[Home]

Summary:ASTERISK-23119: [patch] main/bridging.c sometimes fails to pthread_join the bridge thread
Reporter:Corey Farrell (coreyfarrell)Labels:
Date Opened:2014-01-08 05:14:37.000-0600Date Closed:2017-12-18 11:16:51.000-0600
Priority:MajorRegression?
Status:Closed/CompleteComponents:Core/Bridging
Versions:1.8.26.0 11.8.0 Frequency of
Occurrence
Related
Issues:
Environment:Attachments:( 0) bridging-empty_thread_wait.patch
( 1) leak.txt
Description:When Hangup is received from the last channel in a ConfBridge conference, bridge_array_remove() sets bridge->array_num to 0.  This can cause bridge_thread() to clear bridge->thread before ast_bridge_destroy() is run.  When that happens ast_bridge_destroy() doesn't call pthread_join().

The only ConfBridge setting used was quiet=yes.  I used a SIP phone to place a call to ConfBridge, waited a few seconds then hung up from the phone.  This causes the issue almost every time with 1.8 and 11 in valgrind.  I have not tested 12 since it doesn't use bridge->array_num as a thread exit condition, and doesn't clear bridge->thread.
Comments:By: Corey Farrell (coreyfarrell) 2014-01-08 05:38:27.447-0600

[^leak.txt] shows the thread being leaked.

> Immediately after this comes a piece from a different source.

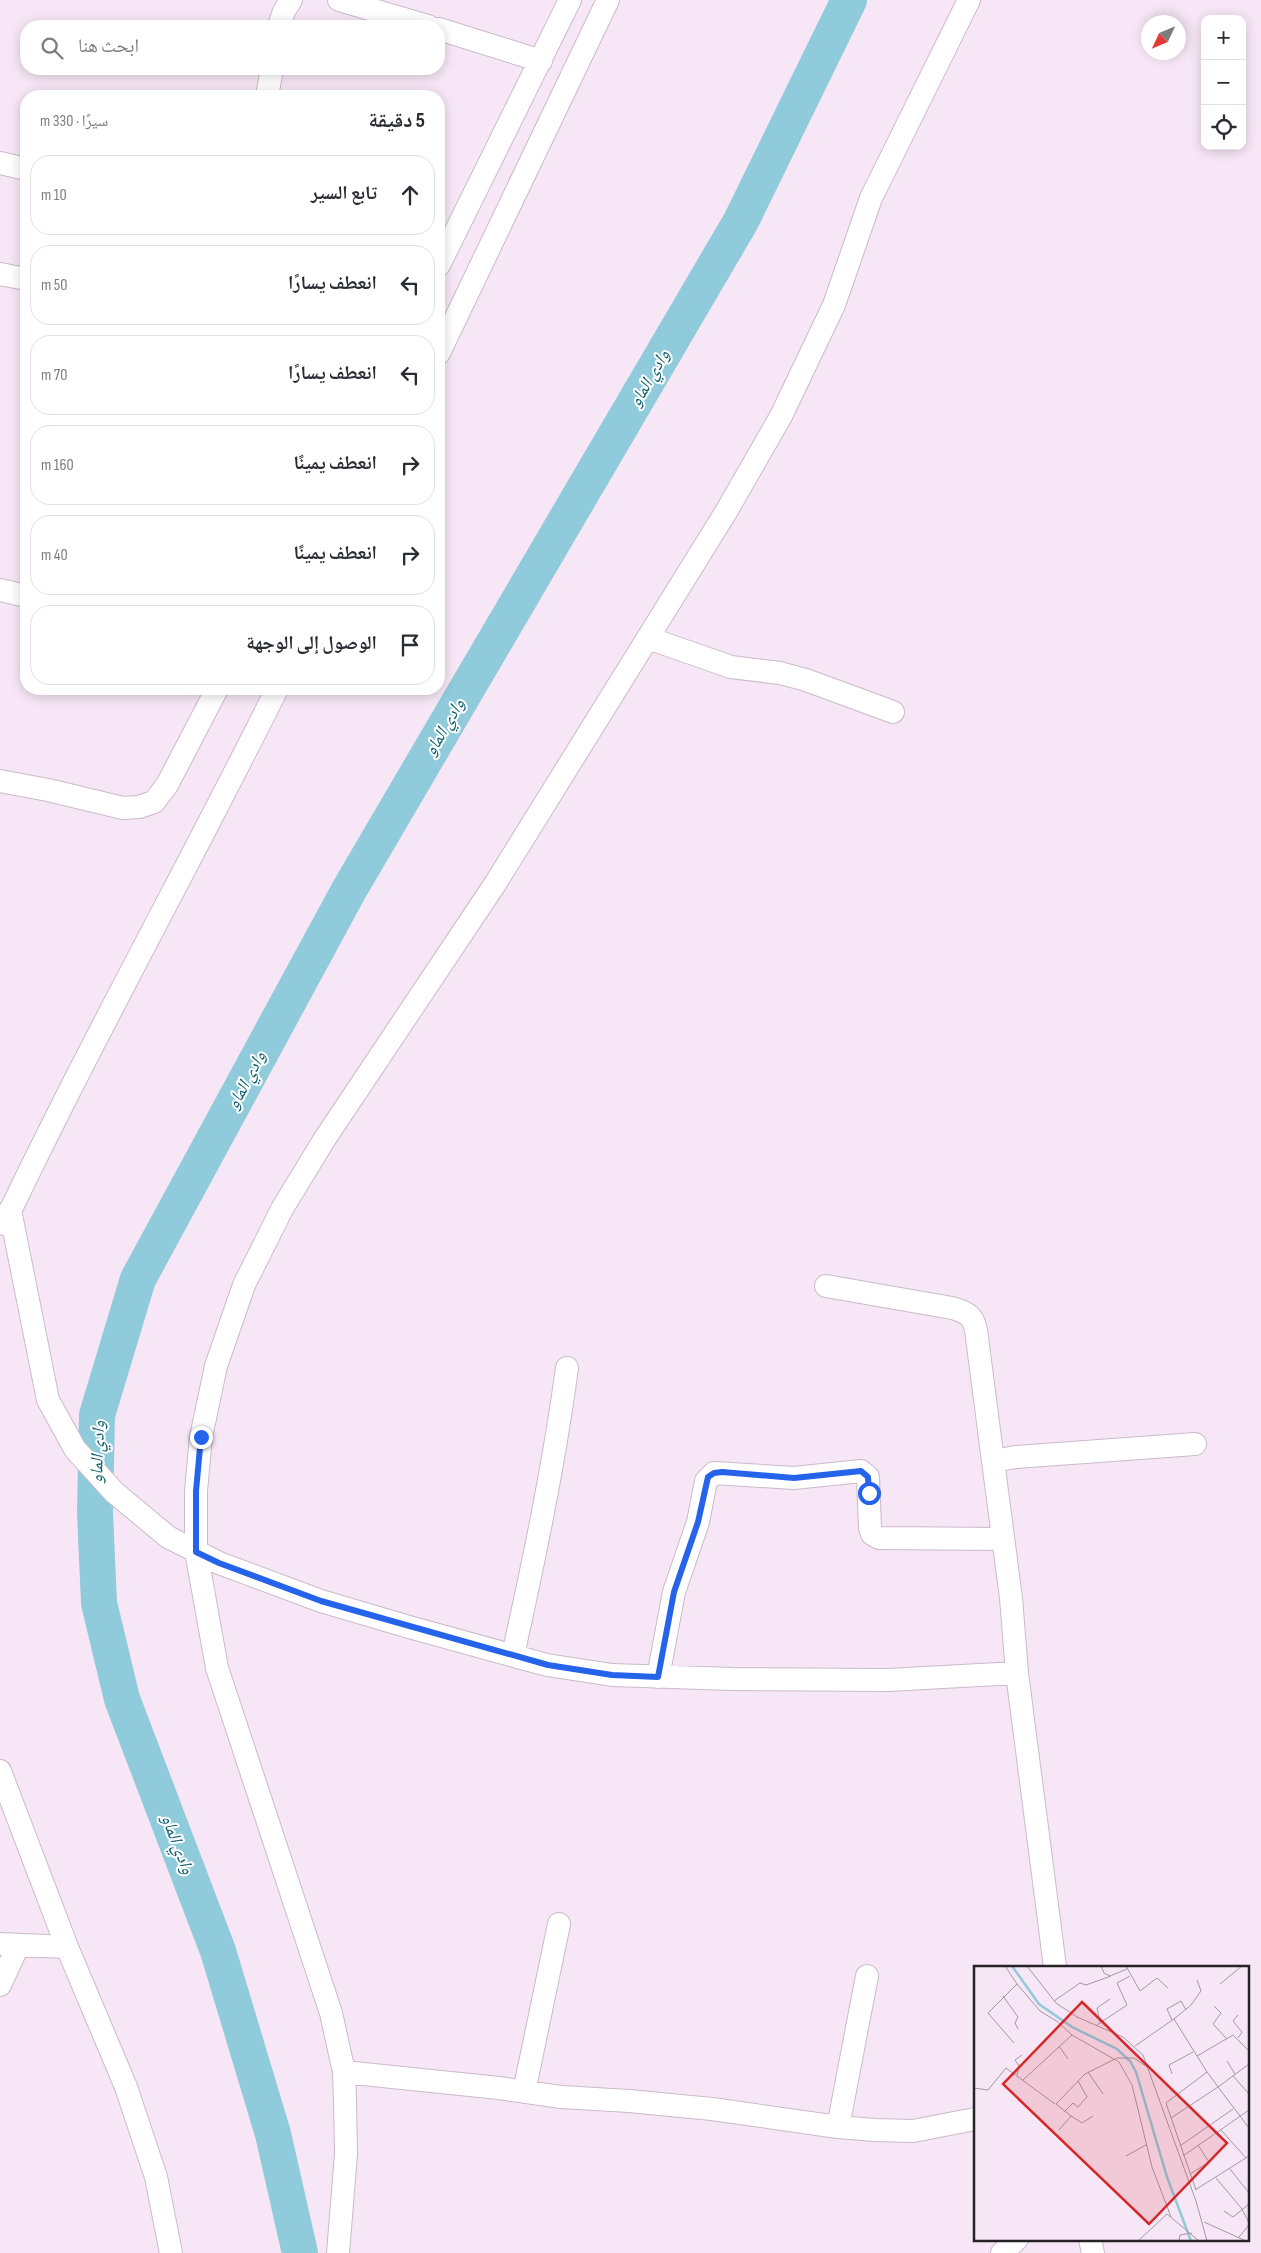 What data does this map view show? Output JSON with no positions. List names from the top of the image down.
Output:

By: Matt Jordan (mjordan) 2014-01-08 07:55:51.960-0600

While I agree with the problem, I'm not sure this patch is the right approach. Any time {{usleep}} gets introduced with another looping condition, it feels like we're trying to hack around the problem. As it is, this merely hopes that {{ast_bridge_destroy}} will get called within that time period, which while very likely, doesn't feel like the right approach.

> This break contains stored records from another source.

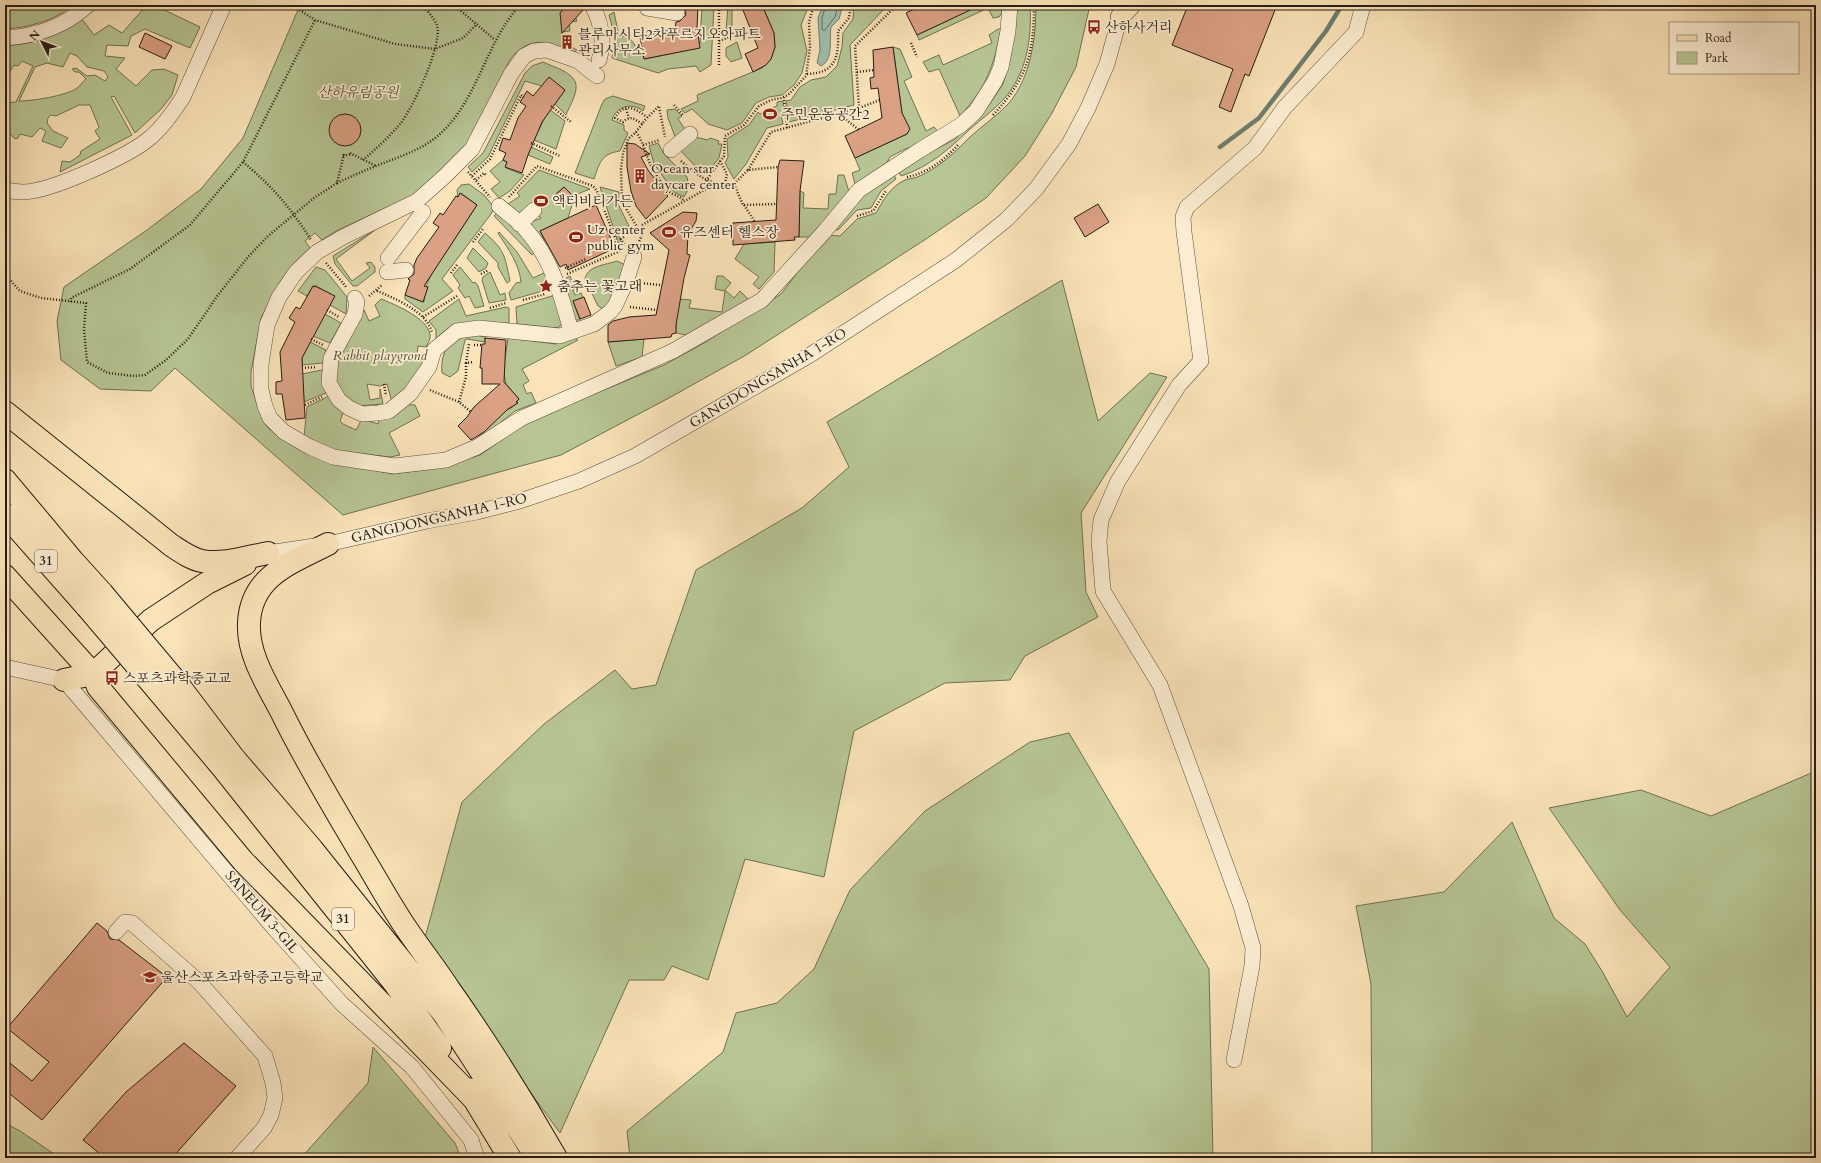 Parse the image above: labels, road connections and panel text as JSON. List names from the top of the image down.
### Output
{
  "streets": {
    "highway": ["31"],
    "street": ["GANGDONGSANHA 1-RO", "SANEUM 3-GIL"]
  },
  "parks": ["산하유림공원", "Rabbit playgrond"],
  "places": {
    "bus stop": ["산하사거리", "스포츠과학중고교"],
    "building": ["블루마시티2차푸르지오아파트 관리사무소", "Ocean star daycare center"],
    "sports": [
      "주민운동공간2",
      "액티비티가든",
      "유즈센터 헬스장",
      "Uz center public gym"
    ],
    "place": ["춤추는 꽃고래"],
    "school or university": ["울산스포츠과학중고등학교"]
  },
  "legend": ["Road", "Park"],
  "north": "top left"
}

The real problem here feels like {{bridge_thread}} setting {{bridge->thread}} to AST_PTHREAD_NULL. It probably shouldn't.
* Calling {{pthread_join}} on a terminated thread is acceptable, as it will merely return automatically
* Calling {{pthread_kill}} on a terminated thread should simply fail with ESRCH, which is acceptable

Not clearing the thread ID in that location should allow {{ast_bridge_destroy}} to join in an acceptable manner.




By: Corey Farrell (coreyfarrell) 2014-01-09 02:46:11.782-0600

From bridge_channel_join:
{code}
case AST_BRIDGE_CHANNEL_STATE_FEATURE:
bridge_channel_suspend(bridge_channel->bridge, bridge_channel);
ao2_unlock(bridge_channel->bridge);
bridge_channel_feature(bridge_channel->bridge, bridge_channel);
ao2_lock(bridge_channel->bridge);
bridge_channel_unsuspend(bridge_channel->bridge, bridge_channel);
break;
{code}

If the only channel in a bridge get's suspended, this could cause bridge_thread() to return.  Without any patch a thread handle is leaked every time a bridge feature (menu option) is used by the only participant.  If bridge->thread wasn't cleared then no new thread would be started.

I agree that the usleep loop is a hack, but I think that ending the thread when bridge->array_num==0 is bad.

By: Joshua C. Colp (jcolp) 2017-12-18 11:01:40.931-0600

Have you seen this after the tons of work that Richard put in for Asterisk 12 and above?

By: Corey Farrell (coreyfarrell) 2017-12-18 11:16:31.729-0600

I have not tested newer versions but I just looked at the code and I believe this will no longer be an issue as the bridge thread does not clear it's own thread variable.

By: Corey Farrell (coreyfarrell) 2017-12-18 11:16:51.205-0600

I believe this was fixed in 12.0.0